|Remarks by John Parks Trowbridge, MD|
James Carter MD was given a lifetime achievement award at the Pittsburgh meeting "Getting Well with Food and Nutrition." ICIM will also make a donation in his name to the William Mitchell Scholarship Fund.
When you’ve been a part of integrative medicine’s history for almost 30 years, it’s sobering to look back and recall when you first started – I looked up to docs who had been doing chelation and such for 5 years or 8 years and thought that they had more experience than anyone!
Now I’m one of the gray-beards, and I’m thrilled to take this opportunity to recognize one of my mentors for most of those years of my learning.
Like the rest of us, he earned a medical doctorate – then he has gone beyond, authoring dozens of professional articles and guiding many of us along our inquiries into how the body works and how our treatments can be made most effective.
He has worked tirelessly to introduce our way of thinking into the hallowed halls of academe – and he has been equally committed to having US understand the best ways to adopt scientific discoveries into our practices.
Our rich friendship is filled with times when he has never failed to offer assistance and counsel, and I know that I am one of many who has enjoyed his attention. His wife has patiently encouraged the time and energies he has devoted to us, his friends, and to our passion, our kind of healthcare.
He has presented lectures to us many times. His style is simple: take the basic science facts, combine them with an advanced understanding of human physiology, and weave these into a rich tapestry displaying clearly the future of nutritional chemistry in the prevention and treatment of human ailments.

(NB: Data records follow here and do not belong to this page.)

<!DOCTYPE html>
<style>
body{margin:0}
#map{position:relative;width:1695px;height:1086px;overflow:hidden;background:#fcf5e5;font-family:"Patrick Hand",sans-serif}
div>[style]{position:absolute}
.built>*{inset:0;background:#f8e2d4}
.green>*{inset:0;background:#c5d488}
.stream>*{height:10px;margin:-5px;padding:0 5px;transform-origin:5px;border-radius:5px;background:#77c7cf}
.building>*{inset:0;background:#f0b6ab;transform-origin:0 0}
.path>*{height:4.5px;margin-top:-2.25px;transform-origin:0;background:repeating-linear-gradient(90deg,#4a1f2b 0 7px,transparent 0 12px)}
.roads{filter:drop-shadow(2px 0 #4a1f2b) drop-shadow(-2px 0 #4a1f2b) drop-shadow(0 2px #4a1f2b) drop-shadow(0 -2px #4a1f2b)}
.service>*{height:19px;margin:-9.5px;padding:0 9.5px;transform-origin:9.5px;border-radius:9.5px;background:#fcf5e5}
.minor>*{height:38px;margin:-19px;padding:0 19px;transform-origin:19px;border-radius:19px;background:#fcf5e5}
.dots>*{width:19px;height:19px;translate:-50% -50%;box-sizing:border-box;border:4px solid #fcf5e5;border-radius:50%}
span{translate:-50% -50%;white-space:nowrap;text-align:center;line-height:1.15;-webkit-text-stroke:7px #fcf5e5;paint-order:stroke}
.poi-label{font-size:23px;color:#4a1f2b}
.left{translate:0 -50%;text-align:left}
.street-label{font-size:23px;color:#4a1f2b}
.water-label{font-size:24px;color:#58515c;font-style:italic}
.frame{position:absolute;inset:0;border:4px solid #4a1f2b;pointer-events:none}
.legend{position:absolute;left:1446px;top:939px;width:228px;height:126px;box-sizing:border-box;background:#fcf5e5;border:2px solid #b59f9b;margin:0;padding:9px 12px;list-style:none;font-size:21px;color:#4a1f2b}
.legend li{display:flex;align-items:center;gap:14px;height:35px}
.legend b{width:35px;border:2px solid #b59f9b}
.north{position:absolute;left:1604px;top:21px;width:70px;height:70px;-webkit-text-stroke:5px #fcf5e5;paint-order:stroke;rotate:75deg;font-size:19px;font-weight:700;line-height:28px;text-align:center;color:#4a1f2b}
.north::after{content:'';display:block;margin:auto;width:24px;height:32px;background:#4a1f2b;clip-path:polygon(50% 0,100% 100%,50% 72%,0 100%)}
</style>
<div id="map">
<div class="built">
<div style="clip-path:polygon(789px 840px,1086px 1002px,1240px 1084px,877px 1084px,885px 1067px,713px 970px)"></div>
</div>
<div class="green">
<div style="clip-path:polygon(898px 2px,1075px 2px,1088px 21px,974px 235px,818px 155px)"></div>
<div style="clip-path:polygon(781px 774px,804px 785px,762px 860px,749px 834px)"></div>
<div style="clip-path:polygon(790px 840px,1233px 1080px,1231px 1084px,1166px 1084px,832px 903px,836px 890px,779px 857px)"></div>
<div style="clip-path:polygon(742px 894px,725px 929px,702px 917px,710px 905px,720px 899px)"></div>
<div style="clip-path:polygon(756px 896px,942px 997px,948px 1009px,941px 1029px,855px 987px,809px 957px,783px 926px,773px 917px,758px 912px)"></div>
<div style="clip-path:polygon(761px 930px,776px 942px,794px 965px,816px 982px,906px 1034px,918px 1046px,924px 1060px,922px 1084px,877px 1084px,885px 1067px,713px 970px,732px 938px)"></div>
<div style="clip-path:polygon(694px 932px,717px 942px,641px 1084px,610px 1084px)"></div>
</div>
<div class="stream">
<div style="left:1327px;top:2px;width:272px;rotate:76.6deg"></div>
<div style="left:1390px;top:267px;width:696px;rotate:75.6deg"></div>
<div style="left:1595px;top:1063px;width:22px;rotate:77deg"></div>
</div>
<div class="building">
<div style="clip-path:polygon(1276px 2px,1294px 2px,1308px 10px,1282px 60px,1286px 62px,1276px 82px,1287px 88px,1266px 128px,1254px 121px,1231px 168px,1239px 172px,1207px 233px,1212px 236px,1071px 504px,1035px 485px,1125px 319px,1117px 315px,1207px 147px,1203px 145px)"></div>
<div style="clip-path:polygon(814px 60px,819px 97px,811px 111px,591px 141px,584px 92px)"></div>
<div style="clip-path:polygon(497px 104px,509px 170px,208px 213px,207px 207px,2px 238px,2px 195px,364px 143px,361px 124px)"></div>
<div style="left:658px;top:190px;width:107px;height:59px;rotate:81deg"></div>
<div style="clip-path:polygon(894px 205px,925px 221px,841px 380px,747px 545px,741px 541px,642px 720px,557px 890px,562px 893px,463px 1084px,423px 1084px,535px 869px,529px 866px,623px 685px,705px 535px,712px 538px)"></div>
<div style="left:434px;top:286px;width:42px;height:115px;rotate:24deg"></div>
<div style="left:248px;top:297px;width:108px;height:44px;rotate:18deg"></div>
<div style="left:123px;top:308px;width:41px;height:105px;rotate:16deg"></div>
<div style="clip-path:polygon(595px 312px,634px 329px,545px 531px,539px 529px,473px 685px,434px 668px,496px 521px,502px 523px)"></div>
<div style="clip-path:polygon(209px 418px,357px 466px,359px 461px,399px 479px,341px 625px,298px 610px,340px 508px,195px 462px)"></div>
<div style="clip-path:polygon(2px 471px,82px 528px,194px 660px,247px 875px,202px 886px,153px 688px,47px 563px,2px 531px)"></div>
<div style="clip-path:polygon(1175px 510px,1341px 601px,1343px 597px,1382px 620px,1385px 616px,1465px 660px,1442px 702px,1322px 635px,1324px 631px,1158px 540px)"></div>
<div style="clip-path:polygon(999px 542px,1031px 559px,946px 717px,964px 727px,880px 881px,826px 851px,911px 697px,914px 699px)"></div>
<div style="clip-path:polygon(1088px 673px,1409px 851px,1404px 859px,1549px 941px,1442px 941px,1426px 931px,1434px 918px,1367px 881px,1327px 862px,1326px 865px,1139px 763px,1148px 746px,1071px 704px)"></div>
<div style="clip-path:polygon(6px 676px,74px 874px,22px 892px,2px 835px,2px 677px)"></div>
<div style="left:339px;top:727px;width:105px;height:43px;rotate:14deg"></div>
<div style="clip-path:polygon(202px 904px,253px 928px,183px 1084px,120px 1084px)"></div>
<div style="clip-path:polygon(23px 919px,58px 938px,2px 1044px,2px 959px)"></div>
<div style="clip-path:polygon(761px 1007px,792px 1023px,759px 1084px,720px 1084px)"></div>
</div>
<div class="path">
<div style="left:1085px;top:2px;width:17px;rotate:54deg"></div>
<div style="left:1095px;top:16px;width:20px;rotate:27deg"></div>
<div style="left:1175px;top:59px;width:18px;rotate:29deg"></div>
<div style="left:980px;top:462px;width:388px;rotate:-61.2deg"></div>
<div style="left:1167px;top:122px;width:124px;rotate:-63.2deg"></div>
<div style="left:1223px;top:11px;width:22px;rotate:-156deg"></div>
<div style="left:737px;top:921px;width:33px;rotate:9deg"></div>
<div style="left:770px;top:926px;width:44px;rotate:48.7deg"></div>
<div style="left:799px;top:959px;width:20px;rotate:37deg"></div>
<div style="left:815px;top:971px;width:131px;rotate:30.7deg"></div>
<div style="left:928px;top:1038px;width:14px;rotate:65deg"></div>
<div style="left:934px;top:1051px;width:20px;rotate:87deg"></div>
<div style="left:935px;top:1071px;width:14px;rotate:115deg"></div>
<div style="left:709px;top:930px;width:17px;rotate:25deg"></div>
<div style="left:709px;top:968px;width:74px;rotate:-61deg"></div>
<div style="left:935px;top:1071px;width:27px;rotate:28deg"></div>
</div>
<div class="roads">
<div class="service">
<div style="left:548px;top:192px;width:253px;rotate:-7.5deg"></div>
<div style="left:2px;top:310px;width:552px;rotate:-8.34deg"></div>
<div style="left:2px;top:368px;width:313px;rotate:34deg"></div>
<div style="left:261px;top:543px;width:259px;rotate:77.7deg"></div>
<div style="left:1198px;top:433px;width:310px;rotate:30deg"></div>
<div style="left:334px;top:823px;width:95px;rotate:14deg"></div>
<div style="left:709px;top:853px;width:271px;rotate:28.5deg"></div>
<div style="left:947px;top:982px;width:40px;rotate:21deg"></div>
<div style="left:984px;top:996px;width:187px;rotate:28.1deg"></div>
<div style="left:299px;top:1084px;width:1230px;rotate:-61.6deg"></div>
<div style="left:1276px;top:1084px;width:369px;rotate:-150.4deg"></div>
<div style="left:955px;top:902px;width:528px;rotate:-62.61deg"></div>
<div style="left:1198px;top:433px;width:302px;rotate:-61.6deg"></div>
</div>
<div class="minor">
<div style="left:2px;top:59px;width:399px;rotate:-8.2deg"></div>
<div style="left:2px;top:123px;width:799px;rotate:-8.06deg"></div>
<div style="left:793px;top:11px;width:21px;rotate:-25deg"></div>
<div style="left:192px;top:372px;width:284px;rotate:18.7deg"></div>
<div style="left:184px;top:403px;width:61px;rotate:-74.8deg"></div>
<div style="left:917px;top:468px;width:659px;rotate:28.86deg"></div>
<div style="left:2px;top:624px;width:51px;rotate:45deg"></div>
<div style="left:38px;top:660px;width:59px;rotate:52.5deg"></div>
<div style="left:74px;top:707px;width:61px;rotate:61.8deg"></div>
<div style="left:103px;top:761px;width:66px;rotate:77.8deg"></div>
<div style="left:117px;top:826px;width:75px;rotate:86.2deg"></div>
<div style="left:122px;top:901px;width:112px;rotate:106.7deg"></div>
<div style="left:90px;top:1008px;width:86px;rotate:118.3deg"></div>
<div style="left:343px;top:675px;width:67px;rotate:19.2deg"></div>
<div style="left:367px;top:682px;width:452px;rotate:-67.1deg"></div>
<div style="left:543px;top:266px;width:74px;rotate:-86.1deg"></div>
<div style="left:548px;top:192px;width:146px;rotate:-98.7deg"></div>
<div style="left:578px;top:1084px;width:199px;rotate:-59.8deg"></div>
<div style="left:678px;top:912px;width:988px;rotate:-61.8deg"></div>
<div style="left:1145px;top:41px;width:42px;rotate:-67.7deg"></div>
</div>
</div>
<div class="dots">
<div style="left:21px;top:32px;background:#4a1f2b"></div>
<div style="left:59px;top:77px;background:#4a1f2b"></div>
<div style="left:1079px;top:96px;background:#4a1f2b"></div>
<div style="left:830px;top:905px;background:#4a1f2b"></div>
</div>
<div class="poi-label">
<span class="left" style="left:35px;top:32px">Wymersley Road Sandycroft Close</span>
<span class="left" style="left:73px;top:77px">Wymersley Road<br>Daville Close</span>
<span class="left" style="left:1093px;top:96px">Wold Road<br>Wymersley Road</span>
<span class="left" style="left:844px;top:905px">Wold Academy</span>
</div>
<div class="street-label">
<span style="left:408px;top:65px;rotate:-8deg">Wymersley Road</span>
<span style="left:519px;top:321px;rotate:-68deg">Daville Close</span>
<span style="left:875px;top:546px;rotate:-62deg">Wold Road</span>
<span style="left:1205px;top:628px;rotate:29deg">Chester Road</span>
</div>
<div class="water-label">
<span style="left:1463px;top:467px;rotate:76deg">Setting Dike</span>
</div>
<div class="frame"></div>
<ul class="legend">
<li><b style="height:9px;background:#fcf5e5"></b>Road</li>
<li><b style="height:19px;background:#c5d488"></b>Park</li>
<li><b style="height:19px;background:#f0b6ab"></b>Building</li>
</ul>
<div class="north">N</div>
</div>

And he shared these ideas not just with us but with his many medical and graduate students at Tulane, where he was Professor and Chief of the Section on Nutrition.
Trained at Northwestern and Columbia Universities, he has served on the faculty at Vanderbilt and Meharry. AND as a Consultant to the World Health Organization, the National Academy of Sciences, the Agency for International Development, an editorial advisor to Prevention Magazine.
His list of accomplishments is too long for recitation here, but note that he was one of only a few dozen to receive a Faculty Fellowship from the Milbank Memorial Fund to develop a professional career as a medical educator in nutrition – and THAT was 40 years ago!
We have been blessed to enjoy his long leadership on our Scientific Review Board, our Institutional Review Board, our Board of Directors – in 1988, he was elected to life membership in our organization and appointed as Research Advisor to our Board. In 1988, he helped plan the first FDA-approved study of chelation, which was aborted by the first Gulf War.
In 1990, he coauthored a landmark double-blind study on chelation in peripheral vascular disease, published in the Journal of the National Medical Association – no other major journal would touch this politically-hot topic!